While he echoed parts of Trump’s rhetoric during his initial campaign for the Republican nomination, Youngkin spoke little of the former president in the run-up to the Nov. 2 election and never campaigned alongside him.

Meanwhile, Democrats sought to portray Youngkin as a Trump acolyte, hoping to replicate the strategy that helped clinch key party victories in recent years. That message ultimately fell through with many voters who were more focused on quality-of-life issues, such as the coronavirus pandemic and inflation, than they were on Trump.

“I hope Democrats are still obsessed with Donald Trump,” Sen. Rick Scott (R-Florida), chairman of the National Republican Senate Committee (NRSC), said on NBC’s “Meet the Press.” “What we have to do is say that we would love the endorsement of Donald Trump. If you are a Republican, you want his endorsement. But you’re going to win in trouble. “

Scott’s comments strike the heart of the GOP’s approach to the midterm elections: No Republican candidate can afford to isolate or ignore the former president and the conservative voters who remain loyal to him, especially if they hope to win their party’s nomination in the first place. But it will be issues like jobs, public safety and education that will lead the party to victory next year, Scott said.

Even among Republican voters, endorsement of Trump alone is no guarantee of political support.

A recent survey from Morning Consult discovered that the senator John thuneJohn Randolph ThuneGingrich Endorses Herschel Walker in Georgia Senate Race Republican Party Strategy on Spending Bill: Get Democrats to Take Hard Votes Manchin Criticizes ‘Hostile’ Political Environment MORE(RS.D.) approval numbers have risen dramatically among Republican voters, despite calls from Trump for him to be elected in the primaries. That same poll showed a similar rebound for the governor of Georgia. Brian kempBrian Kemp Remington Plans to Invest 0M in Georgia Arms Factory Research Center Ben Shapiro’s Media Firm Sues Biden Administration Over Vaccination Mandate Texas AG Sues White House Over Vaccination Mandate MORE (R), against whom Trump vowed to campaign after he rejected the former president’s demands to annul the results of his state’s 2020 elections.

For Democrats, their dismal performance in Virginia and a handful of other states underscored what one party strategist called a “major miscalculation,” namely that persistent animosity toward Trump would be a key encouraging force for both his base and his ranks. for undecided voters who rebelled against the government. former president in 2018 and 2020.

“At some point, there needs to be some kind of broad recognition that the anti-Trump vote is really only enough when he’s on the ballot,” the strategist said. “The rules still apply. People are not going to vote thinking about who the former president is. This is going to be about [President] Joe bidenJoe BidenBiden and Xi of China to hold virtual summit on Monday: Briahna Joy Gray reports: Biden ‘plays dumb’ with cancellation of student debt Defense and national security – Biden celebrates Veterans Day MORE and what the Democrats are doing. “

Still, there is little consensus in the party on how much to talk about Trump. Representative Sean Patrick Maloney (DN.Y.), chairman of the Democratic Congressional Campaign Committee (DCCC), insisted this week that the former president remains “a tremendous responsibility” for the Republican Party, noting the extremes he did. Youngkin to distance himself from Trump.

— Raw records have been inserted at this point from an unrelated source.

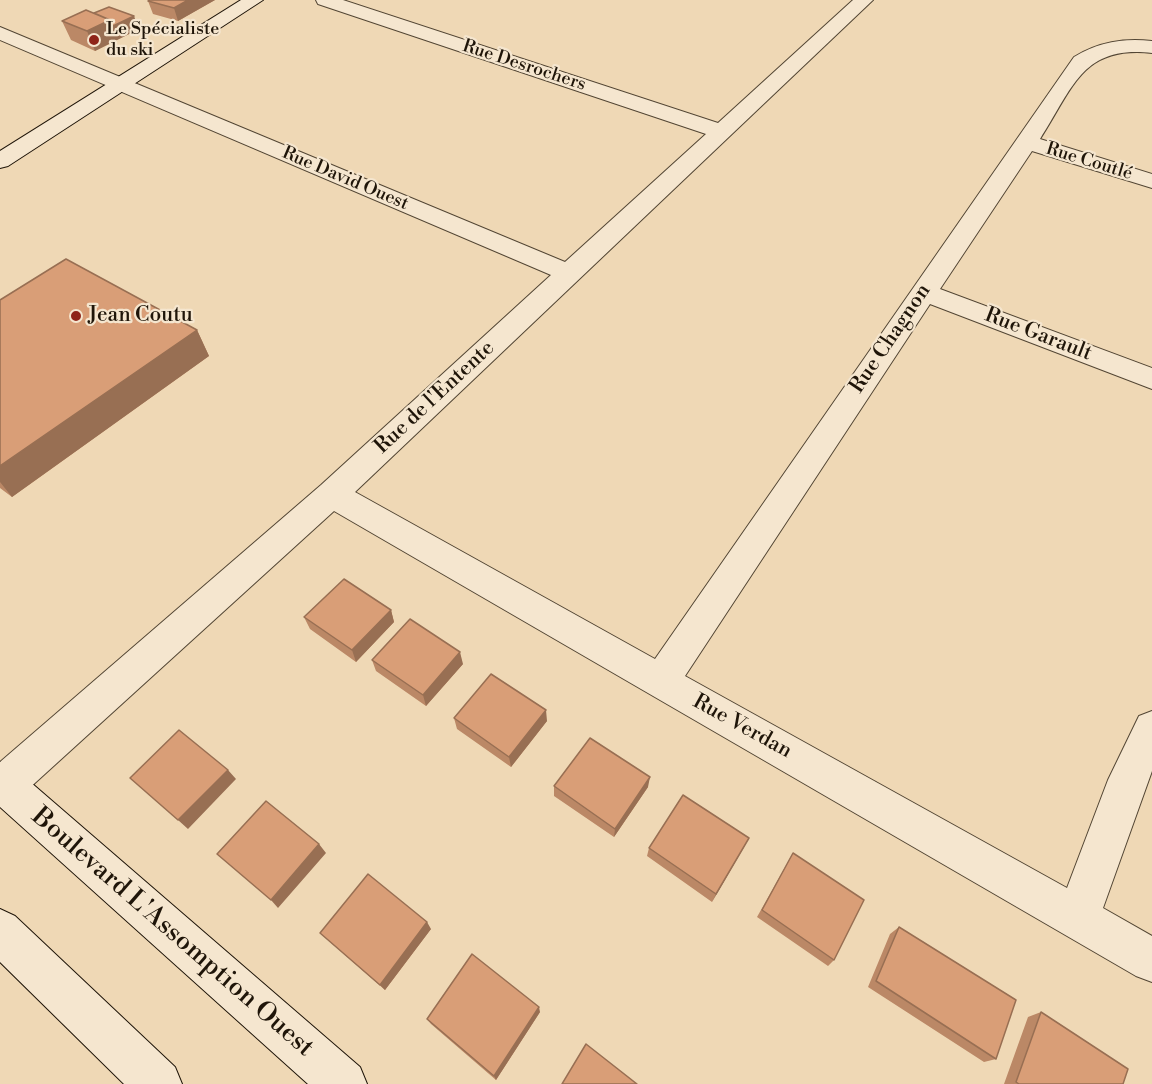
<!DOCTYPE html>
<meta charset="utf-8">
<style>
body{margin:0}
canvas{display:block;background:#efd8b5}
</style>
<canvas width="1152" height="1084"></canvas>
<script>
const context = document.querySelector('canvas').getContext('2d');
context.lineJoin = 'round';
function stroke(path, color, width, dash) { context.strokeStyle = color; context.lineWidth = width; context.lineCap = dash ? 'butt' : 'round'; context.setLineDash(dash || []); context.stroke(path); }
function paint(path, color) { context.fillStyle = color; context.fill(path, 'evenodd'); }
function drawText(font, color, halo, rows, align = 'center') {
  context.font = font + ' "Libre Bodoni",serif'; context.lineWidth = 4.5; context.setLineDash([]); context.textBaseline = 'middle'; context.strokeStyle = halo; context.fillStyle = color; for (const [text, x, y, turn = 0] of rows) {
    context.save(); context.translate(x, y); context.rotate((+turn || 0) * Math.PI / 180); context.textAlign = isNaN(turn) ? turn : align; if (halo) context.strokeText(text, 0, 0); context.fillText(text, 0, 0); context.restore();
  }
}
const street = new Path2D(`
 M316,0H343L718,123L853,0H873L355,492L655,659L1074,57C1099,42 1123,38 1152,41V53C1082,45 1073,88 1040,139L1152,174V188L1032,151L940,289L1152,368V389L930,304L685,676L1067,888L1108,780L1139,716L1152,711V771L1103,908L1152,936V982L1136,976L334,511L14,802L0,807V762L321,485L551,275L0,40V27L565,262L706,134L318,4Z`);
const secondary = new Path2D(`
 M241,0H263L8,166L0,168V151Z
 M0,762L14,768L360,1067L367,1084H308L0,807Z
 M0,909L15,916L175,1067L182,1084H124L0,962Z`);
stroke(street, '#534634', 2);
stroke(secondary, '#1f1509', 2);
paint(street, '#f5e6cf');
paint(secondary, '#f5e6cf');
paint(new Path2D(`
 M150,0H215L178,21L153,14L148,1Z
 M62,21L139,29L95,51L71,40Z
 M0,300L197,330L209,356L12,497L0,488Z
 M391,610L394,622L356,662L310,629L304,617Z
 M372,660L463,664L426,706L376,671Z
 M454,718L547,721L511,767L457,729Z
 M554,786L648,787L614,837L554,796Z
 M744,847L712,902L647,856L649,848Z
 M793,853L834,960L828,966L757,917Z
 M899,927L996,1059L984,1062L868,987L890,934Z
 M431,929L385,990L320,933Z
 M540,1012L496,1080L431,1024L427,1019Z
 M1041,1012L1123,1084H1004L1028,1017Z`), '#b86');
paint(new Path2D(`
 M188,0H215L178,21L174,8Z
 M134,16L139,29L95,51L87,31L110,20Z
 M197,330L209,356L12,497L0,482V466Z
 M391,610L394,622L356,662L352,650Z
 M460,652L463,664L426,706L423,695Z
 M546,710L547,721L511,767L509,757Z
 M228,770L236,779L188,829L178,820Z
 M650,777L648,787L614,837L615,829Z
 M749,838L744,847L712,902L716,894Z
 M319,844L326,853L278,908L271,900Z
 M427,922L431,929L385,990L380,985Z
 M539,1007L540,1012L496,1080L494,1076Z`), '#986f53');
const building = new Path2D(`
 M150,0H188L174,8L148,1Z
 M109,7L134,16L113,26L110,20L94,13Z
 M86,10L110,20L87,31L62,21Z
 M66,259L197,330L0,466V300Z
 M344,579L391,610L352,650L304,617Z
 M410,619L460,652L423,695L372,660Z
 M491,674L546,710L509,757L454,718Z
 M179,730L228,770L178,820L130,778Z
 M590,738L650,777L615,829L554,786Z
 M683,795L749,838L716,894L649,848Z
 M266,801L319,844L271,900L217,854Z
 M793,853L864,900L834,960L762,910Z
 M368,874L427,922L380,985L320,933Z
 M899,927L1016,1000L996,1059L876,981Z
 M472,954L539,1007L494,1076L427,1019Z
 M1041,1012L1128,1069L1123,1084H1019L1016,1082Z
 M586,1044L637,1084H562Z`);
paint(building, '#d99e77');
stroke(building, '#986f53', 1.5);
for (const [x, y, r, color] of [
 [94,40,6,"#8f2418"],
 [76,316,6,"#8f2418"]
]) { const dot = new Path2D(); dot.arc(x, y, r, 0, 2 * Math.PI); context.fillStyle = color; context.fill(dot); stroke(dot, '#f5e6cf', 2); }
drawText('18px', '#1f1509', '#f5e6cf', [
 ["Le Spécialiste",106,30],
 ["du ski",106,51]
], 'left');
drawText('18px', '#1f1509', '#f5e6cf', [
 ["Rue Desrochers",524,66,18],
 ["Rue Coutlé",1089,162,17],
 ["Rue David Ouest",345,179,23]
]);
drawText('21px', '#1f1509', '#f5e6cf', [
 ["Jean Coutu",88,316]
], 'left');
drawText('21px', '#1f1509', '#f5e6cf', [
 ["Rue Garault",1038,335,21],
 ["Rue Chagnon",891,339,-56],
 ["Rue de l'Entente",435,398,-43],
 ["Rue Verdan",742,727,29]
]);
drawText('26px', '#1f1509', '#f5e6cf', [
 ["Boulevard L'Assomption Ouest",172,933,41]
]);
</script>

“Glenn Youngkin ran as a teenager in a slasher movie away from Donald Trump,” Maloney told The New York Times.

One Republican strategist said that if Republicans take anything away from the Virginia gubernatorial race, it should be that each candidate must make their own determination on how to handle Trump, and the former president must give Republicans the freedom to do so as well.

“Politics is driven by demand and the demand depends on the voters,” said the strategist. “So yeah, keeping Trump on the sidelines in Virginia was a good idea, because it’s not a Trump-loving state. Maybe that’s not the best strategy in a place like Ohio or Florida or another state where you won. But could it be useful in a place like Pennsylvania? Yes.”

“As far as Trump is concerned, he wants to be involved in everything,” added the strategist. “You need to know when to show up is self-destructive.”